ZORK (this mainframe version) is a huge game. I spent maybe five hours just working on the game and making maps before I started to feel stuck. I finally gave in and starting using some hint files (life's too short to not use hint files). It is frustrating to find that you had the right idea - just not the right verb/noun. For example I tried to "eat Eat-Me cake" and apparently my version wanted "eat eatme cake". Yeah, those are the kinds of things that you're glad you used a hint file for!

I spent about 2-3 weeks working my way through the game and putting together a solution & hint file guide. When I was finally finished, I really felt a sense of accomplishment! Not only was there 616 treasure-hunting points to earn, but also an additional 100 point end game. It really is a wonder of its time... and even more interesting knowing that only a small minority of people had access or knowledge about this behemoth growing to the limits of its maximum 1MB file size.

While the individual ZORK games underwent further refinement, and indeed became better games in focus, fun and functionality... it was a real treat to go back to the origins of ZORK. Like many others, ZORK was my introduction to Interactive-Fiction... so it was a heady mix of nostalgia and new discovery. All the major players are here - the Troll, the Thief, the Rainbow Bridge, the Flood Control Dam, etc. It's just bigger and longer than you remember (especially since your memory is likely ZORK I).
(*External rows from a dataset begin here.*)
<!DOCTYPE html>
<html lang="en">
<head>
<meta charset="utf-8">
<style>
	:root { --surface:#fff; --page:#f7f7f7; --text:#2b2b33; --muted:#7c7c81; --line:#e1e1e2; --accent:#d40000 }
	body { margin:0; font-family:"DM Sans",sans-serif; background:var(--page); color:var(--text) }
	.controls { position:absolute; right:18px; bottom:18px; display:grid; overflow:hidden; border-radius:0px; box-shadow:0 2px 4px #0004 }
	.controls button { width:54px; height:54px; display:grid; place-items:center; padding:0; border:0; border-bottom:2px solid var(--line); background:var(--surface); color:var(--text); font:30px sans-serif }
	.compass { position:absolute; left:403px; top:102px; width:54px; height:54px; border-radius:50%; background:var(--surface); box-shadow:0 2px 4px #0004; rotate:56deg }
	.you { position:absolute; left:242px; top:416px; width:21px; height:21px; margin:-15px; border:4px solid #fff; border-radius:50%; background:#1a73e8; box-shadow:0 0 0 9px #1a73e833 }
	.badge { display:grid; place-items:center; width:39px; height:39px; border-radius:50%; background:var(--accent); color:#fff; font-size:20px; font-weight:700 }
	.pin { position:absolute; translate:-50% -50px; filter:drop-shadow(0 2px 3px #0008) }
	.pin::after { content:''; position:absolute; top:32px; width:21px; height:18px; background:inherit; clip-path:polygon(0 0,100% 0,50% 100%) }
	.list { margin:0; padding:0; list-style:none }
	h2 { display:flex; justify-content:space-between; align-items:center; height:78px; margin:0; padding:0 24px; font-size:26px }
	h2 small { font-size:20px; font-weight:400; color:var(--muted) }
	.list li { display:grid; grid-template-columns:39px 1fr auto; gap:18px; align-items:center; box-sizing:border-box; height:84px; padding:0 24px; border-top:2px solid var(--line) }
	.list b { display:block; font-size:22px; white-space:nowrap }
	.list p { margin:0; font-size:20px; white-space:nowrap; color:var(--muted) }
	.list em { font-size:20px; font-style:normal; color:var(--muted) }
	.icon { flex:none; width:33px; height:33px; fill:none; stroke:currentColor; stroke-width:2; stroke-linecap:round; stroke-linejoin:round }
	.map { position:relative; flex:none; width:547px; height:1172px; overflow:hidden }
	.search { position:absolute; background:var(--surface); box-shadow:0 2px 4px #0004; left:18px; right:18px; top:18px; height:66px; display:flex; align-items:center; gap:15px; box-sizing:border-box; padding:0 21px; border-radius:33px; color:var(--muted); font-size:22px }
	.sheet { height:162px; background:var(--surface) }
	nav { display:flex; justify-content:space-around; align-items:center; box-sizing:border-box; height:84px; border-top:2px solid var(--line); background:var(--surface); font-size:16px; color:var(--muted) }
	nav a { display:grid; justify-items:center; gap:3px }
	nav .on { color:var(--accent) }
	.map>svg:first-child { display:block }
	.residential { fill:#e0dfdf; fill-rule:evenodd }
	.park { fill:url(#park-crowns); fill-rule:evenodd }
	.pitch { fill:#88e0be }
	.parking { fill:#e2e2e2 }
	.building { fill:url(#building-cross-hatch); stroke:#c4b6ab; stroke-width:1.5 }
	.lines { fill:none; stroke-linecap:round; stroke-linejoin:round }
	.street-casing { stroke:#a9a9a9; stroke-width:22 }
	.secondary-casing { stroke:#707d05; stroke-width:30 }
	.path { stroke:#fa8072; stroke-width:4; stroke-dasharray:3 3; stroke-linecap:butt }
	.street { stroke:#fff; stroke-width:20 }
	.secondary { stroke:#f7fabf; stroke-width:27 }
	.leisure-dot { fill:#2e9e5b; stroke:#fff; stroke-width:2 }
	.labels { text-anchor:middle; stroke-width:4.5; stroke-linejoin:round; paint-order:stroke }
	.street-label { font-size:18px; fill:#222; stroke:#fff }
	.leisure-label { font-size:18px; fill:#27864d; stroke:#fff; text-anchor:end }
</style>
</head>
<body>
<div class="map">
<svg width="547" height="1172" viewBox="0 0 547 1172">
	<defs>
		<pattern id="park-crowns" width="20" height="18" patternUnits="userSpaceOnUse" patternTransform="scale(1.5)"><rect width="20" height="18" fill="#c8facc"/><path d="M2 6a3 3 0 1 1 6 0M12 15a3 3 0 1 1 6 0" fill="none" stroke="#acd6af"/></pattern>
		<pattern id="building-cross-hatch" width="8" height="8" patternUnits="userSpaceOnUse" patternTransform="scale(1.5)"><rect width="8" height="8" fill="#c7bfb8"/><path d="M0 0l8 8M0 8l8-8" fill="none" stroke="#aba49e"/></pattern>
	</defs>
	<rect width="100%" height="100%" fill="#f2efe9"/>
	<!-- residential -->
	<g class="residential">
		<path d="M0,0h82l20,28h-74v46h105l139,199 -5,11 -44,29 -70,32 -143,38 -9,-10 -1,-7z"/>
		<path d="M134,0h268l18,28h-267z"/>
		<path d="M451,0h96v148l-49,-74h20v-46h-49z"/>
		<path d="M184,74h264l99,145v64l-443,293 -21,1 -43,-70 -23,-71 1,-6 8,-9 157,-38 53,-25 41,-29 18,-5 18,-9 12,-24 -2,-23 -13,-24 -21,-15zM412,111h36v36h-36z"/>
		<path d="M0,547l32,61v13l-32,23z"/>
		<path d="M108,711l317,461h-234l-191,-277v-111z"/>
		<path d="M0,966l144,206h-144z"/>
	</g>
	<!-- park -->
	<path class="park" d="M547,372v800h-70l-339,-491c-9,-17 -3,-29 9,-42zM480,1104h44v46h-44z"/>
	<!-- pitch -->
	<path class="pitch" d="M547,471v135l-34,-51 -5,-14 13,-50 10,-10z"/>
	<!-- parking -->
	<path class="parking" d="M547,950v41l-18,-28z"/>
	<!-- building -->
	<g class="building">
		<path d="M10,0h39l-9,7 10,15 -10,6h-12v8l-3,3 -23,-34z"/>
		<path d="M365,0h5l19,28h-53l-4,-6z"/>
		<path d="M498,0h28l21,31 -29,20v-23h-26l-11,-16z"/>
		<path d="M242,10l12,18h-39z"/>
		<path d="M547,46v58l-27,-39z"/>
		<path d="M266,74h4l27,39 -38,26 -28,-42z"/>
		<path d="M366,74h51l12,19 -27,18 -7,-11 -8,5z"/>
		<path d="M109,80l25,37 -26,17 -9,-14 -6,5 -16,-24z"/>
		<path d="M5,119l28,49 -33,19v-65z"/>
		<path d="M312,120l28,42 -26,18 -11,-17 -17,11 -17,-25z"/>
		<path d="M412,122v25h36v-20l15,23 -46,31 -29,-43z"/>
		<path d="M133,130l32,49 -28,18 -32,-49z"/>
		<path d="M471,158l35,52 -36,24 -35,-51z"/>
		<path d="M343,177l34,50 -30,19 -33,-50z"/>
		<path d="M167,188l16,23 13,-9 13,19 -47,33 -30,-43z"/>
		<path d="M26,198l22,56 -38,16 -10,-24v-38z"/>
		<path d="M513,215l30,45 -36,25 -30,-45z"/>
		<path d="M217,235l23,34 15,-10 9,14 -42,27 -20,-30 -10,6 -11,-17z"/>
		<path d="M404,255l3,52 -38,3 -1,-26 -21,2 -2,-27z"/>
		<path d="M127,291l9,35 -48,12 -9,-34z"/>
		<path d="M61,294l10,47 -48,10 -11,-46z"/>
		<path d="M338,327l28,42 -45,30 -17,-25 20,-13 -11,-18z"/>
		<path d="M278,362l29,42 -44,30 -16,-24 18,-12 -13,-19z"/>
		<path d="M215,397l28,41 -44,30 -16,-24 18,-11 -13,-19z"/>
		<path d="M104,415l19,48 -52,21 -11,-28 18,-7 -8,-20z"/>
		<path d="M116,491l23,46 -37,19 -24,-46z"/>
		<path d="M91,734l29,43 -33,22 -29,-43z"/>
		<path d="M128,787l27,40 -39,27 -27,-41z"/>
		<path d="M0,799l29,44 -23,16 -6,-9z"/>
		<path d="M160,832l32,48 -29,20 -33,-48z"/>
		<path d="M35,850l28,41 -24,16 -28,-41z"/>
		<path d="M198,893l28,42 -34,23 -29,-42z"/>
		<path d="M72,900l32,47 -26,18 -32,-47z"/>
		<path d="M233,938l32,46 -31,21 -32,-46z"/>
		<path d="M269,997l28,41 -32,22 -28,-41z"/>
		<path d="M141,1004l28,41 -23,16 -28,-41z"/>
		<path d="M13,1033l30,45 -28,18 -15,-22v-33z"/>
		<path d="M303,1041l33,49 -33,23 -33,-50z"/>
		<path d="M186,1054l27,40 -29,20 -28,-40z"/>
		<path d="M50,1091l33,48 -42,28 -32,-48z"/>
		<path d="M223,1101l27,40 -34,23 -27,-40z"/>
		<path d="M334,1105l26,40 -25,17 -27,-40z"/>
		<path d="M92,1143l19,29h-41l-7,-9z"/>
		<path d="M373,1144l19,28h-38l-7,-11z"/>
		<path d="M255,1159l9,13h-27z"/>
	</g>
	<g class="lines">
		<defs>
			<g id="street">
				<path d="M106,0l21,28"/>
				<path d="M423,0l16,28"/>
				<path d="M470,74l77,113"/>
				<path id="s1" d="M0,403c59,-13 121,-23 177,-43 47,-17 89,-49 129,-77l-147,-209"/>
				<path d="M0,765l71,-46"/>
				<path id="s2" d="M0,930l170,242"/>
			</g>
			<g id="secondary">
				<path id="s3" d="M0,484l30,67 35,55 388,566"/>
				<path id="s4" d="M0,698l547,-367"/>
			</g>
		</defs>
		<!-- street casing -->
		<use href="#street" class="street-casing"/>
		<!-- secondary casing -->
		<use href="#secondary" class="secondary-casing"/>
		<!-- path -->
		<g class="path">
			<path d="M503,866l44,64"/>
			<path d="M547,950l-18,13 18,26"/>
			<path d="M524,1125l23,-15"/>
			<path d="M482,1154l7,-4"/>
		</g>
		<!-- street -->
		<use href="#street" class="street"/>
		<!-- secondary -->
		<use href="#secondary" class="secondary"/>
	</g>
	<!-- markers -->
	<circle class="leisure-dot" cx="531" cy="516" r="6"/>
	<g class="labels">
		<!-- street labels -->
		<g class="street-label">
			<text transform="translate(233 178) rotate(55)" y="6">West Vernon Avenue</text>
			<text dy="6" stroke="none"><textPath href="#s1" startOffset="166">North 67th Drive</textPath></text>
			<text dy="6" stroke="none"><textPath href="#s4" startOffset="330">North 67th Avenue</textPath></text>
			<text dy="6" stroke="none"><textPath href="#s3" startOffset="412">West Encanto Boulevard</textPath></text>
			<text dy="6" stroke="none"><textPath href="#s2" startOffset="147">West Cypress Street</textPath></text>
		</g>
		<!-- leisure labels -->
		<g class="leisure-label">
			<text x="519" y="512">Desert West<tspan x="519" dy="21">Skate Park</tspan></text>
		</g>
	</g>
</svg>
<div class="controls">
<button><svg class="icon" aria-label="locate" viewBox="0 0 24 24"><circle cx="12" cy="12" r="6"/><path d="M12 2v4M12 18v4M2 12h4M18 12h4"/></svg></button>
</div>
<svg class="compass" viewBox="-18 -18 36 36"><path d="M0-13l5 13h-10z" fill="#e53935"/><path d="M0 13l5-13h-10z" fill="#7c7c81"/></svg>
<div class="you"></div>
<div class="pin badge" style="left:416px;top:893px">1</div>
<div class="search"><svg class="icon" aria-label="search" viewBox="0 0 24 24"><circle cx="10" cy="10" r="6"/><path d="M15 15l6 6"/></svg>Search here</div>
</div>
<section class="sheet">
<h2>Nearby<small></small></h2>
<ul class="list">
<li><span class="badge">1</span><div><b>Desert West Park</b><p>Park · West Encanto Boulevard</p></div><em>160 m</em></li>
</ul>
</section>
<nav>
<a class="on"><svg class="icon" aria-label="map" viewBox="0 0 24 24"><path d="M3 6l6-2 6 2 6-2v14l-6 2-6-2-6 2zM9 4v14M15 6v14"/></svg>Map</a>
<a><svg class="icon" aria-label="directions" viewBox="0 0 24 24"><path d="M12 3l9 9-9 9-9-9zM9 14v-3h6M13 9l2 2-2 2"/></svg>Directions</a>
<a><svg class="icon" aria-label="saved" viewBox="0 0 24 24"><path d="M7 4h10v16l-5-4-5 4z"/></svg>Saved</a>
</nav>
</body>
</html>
It's definitely worth playing, and even more fun if you haven't revisited the old treadworn land of Zork in some time. But from an IF history perspective, this was a milestone in the making. Zork became the killer-app for a number of early computers... and Infocom went on to produce some of the greatest works ever in this genre.
- And it all started here.

BTW, I think the best version is the inform port. It has the most flexibility in the words you can use, with a few added responses and synonyms that are not available in WinGlux and others.